Extracted records –
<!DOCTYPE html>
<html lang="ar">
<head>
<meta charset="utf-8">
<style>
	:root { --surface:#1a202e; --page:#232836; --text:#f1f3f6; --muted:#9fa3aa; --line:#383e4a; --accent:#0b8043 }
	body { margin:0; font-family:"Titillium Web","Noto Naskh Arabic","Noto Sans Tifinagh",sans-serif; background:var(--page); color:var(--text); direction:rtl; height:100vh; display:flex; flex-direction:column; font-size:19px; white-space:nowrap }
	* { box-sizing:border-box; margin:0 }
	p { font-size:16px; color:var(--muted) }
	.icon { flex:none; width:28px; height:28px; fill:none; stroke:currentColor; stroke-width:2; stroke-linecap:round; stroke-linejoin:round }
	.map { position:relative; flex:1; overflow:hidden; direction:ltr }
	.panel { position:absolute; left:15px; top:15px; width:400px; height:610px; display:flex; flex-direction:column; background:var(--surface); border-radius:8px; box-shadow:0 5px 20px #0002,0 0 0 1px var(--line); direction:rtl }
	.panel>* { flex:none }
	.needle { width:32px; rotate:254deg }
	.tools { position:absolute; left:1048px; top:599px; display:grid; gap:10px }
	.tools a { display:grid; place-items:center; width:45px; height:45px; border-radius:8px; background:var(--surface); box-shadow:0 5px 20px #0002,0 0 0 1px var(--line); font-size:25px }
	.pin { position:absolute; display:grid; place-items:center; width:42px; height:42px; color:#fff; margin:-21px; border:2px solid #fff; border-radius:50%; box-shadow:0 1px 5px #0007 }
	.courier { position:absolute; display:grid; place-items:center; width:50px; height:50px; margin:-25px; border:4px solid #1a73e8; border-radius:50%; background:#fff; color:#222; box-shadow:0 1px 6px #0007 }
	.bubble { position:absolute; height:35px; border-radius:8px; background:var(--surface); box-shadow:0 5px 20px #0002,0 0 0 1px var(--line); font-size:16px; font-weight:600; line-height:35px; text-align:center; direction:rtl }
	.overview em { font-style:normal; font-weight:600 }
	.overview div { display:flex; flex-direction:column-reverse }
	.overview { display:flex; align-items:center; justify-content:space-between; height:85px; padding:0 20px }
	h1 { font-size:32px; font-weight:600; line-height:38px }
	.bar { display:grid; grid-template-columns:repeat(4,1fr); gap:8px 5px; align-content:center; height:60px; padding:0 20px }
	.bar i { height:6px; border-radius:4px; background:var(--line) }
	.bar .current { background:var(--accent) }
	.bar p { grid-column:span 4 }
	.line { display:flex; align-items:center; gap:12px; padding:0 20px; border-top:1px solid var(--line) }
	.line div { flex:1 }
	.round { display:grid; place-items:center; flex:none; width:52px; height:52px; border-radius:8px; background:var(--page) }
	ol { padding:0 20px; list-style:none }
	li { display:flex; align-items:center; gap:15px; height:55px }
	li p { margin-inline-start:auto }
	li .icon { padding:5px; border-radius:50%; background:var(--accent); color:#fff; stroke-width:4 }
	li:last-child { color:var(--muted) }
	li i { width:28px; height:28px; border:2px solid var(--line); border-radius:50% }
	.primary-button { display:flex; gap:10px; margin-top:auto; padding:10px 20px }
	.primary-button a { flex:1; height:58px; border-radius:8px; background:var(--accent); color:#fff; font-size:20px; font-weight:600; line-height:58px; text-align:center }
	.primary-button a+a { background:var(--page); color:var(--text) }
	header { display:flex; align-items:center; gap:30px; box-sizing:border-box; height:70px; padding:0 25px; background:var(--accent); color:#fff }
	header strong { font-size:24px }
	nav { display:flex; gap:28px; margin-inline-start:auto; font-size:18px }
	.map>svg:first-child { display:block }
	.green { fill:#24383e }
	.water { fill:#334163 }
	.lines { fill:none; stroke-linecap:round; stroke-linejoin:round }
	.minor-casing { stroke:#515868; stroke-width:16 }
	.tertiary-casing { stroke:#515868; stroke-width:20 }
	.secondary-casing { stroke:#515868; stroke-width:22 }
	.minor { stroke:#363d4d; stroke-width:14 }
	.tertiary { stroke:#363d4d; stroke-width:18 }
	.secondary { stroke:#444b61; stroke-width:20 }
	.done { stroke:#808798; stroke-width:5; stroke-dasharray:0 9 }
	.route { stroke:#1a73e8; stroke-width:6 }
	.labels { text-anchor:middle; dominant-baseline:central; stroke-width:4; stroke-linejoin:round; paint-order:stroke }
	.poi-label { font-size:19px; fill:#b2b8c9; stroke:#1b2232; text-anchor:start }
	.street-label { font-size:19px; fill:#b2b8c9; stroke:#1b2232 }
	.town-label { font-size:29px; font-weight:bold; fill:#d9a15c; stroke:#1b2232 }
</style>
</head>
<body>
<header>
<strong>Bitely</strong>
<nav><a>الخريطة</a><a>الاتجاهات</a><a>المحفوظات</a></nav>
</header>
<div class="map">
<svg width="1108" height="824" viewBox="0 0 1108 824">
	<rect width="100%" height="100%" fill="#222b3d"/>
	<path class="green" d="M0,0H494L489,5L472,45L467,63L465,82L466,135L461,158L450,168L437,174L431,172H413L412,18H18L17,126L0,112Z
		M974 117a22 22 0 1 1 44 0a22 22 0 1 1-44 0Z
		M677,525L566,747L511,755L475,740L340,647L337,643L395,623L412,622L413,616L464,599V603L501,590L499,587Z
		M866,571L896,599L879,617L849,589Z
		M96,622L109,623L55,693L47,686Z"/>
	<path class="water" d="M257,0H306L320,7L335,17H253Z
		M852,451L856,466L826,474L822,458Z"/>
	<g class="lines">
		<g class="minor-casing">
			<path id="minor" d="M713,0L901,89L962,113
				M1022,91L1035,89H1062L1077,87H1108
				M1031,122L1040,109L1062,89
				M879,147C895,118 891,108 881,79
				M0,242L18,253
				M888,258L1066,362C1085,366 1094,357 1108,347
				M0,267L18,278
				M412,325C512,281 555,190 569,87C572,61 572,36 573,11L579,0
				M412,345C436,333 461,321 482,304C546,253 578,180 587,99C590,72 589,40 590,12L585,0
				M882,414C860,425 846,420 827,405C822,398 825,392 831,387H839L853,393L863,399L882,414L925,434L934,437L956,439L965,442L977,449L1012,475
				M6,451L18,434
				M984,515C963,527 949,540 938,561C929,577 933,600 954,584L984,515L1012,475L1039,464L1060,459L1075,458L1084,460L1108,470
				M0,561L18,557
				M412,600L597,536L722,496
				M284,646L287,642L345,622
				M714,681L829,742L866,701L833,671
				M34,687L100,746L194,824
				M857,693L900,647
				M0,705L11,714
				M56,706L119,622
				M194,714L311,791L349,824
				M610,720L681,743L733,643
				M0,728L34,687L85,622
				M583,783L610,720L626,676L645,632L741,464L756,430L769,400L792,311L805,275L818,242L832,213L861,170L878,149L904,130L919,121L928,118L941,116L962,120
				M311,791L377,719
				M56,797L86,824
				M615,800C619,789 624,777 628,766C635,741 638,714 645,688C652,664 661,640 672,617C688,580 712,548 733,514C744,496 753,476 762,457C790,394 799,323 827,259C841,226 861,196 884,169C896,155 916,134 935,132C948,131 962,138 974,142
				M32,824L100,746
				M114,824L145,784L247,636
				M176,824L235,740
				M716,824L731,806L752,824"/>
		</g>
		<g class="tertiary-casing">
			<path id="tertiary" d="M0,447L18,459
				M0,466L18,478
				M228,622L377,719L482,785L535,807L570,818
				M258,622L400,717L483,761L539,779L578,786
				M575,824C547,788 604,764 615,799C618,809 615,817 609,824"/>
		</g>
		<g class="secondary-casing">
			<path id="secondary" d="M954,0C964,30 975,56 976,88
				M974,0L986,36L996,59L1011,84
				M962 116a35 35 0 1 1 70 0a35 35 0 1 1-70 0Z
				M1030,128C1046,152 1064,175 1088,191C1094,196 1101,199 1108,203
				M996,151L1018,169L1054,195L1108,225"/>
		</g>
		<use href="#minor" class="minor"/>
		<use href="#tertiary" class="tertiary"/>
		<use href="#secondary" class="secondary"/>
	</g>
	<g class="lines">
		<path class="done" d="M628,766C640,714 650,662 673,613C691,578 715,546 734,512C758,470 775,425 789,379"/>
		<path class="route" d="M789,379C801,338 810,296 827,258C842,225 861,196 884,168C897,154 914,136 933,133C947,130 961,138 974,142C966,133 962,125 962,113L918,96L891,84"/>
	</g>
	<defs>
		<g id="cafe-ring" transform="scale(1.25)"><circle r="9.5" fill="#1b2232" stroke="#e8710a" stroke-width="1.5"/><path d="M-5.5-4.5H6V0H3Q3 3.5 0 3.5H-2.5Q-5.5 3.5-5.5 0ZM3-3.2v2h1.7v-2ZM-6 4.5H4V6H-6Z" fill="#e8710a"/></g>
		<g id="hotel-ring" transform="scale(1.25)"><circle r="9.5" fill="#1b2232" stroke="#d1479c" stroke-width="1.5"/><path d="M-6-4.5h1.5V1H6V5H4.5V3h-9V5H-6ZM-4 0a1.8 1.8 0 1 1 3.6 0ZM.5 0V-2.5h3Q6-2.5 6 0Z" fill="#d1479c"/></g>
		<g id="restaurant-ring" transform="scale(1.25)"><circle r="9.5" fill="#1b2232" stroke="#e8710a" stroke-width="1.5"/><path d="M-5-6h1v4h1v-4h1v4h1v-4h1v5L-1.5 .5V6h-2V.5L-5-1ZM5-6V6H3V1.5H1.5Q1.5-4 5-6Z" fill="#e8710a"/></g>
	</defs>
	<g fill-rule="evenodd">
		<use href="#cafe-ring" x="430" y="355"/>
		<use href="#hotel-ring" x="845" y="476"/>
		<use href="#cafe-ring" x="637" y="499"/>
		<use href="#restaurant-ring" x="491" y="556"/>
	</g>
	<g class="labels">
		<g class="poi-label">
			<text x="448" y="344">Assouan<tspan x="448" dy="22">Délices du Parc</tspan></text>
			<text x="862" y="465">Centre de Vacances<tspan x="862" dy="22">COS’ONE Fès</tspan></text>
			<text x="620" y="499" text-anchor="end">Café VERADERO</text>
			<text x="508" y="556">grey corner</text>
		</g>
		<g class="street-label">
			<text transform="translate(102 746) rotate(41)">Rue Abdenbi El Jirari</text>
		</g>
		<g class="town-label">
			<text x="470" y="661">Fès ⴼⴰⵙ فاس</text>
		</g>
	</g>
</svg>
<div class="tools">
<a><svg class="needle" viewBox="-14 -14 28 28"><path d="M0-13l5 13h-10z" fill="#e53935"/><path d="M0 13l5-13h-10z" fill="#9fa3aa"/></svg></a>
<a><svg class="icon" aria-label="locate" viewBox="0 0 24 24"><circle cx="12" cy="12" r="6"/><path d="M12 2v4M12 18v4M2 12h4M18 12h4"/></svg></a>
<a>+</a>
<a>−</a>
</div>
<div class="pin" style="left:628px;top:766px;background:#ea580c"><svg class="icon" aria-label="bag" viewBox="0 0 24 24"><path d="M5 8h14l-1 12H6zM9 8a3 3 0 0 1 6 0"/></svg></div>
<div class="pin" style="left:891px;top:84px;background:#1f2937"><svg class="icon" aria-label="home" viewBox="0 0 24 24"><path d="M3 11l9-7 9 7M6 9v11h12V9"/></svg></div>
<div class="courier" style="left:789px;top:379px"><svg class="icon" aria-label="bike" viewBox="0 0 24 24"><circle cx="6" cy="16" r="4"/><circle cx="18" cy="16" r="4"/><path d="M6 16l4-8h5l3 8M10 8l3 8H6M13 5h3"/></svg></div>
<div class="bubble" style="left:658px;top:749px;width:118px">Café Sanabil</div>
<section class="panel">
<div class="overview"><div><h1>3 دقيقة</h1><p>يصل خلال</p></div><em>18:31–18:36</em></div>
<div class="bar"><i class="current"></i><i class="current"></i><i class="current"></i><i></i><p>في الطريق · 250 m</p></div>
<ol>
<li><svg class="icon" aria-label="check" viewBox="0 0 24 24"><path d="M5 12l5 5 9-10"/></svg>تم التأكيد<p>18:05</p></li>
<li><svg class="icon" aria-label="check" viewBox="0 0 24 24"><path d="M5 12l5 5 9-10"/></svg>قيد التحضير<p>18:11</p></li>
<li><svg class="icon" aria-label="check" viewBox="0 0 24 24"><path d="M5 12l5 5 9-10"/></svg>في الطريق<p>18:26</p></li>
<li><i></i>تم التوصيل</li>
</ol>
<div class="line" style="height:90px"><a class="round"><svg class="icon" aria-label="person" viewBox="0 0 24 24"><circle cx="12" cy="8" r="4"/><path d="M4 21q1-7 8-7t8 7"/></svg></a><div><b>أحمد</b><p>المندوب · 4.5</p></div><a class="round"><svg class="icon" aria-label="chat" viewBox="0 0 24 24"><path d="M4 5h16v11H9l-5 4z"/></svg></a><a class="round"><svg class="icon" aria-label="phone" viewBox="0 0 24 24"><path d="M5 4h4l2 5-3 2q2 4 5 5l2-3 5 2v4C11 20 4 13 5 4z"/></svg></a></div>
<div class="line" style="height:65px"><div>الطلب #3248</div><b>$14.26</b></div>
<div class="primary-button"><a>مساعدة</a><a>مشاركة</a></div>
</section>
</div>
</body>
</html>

Task instructions – Using the data above, restate word for word the lines from its opening line through the line that contains "display:grid; place-items:center; width:42px;", and no more.

Result for this task –
<!DOCTYPE html>
<html lang="ar">
<head>
<meta charset="utf-8">
<style>
	:root { --surface:#1a202e; --page:#232836; --text:#f1f3f6; --muted:#9fa3aa; --line:#383e4a; --accent:#0b8043 }
	body { margin:0; font-family:"Titillium Web","Noto Naskh Arabic","Noto Sans Tifinagh",sans-serif; background:var(--page); color:var(--text); direction:rtl; height:100vh; display:flex; flex-direction:column; font-size:19px; white-space:nowrap }
	* { box-sizing:border-box; margin:0 }
	p { font-size:16px; color:var(--muted) }
	.icon { flex:none; width:28px; height:28px; fill:none; stroke:currentColor; stroke-width:2; stroke-linecap:round; stroke-linejoin:round }
	.map { position:relative; flex:1; overflow:hidden; direction:ltr }
	.panel { position:absolute; left:15px; top:15px; width:400px; height:610px; display:flex; flex-direction:column; background:var(--surface); border-radius:8px; box-shadow:0 5px 20px #0002,0 0 0 1px var(--line); direction:rtl }
	.panel>* { flex:none }
	.needle { width:32px; rotate:254deg }
	.tools { position:absolute; left:1048px; top:599px; display:grid; gap:10px }
	.tools a { display:grid; place-items:center; width:45px; height:45px; border-radius:8px; background:var(--surface); box-shadow:0 5px 20px #0002,0 0 0 1px var(--line); font-size:25px }
	.pin { position:absolute; display:grid; place-items:center; width:42px; height:42px; color:#fff; margin:-21px; border:2px solid #fff; border-radius:50%; box-shadow:0 1px 5px #0007 }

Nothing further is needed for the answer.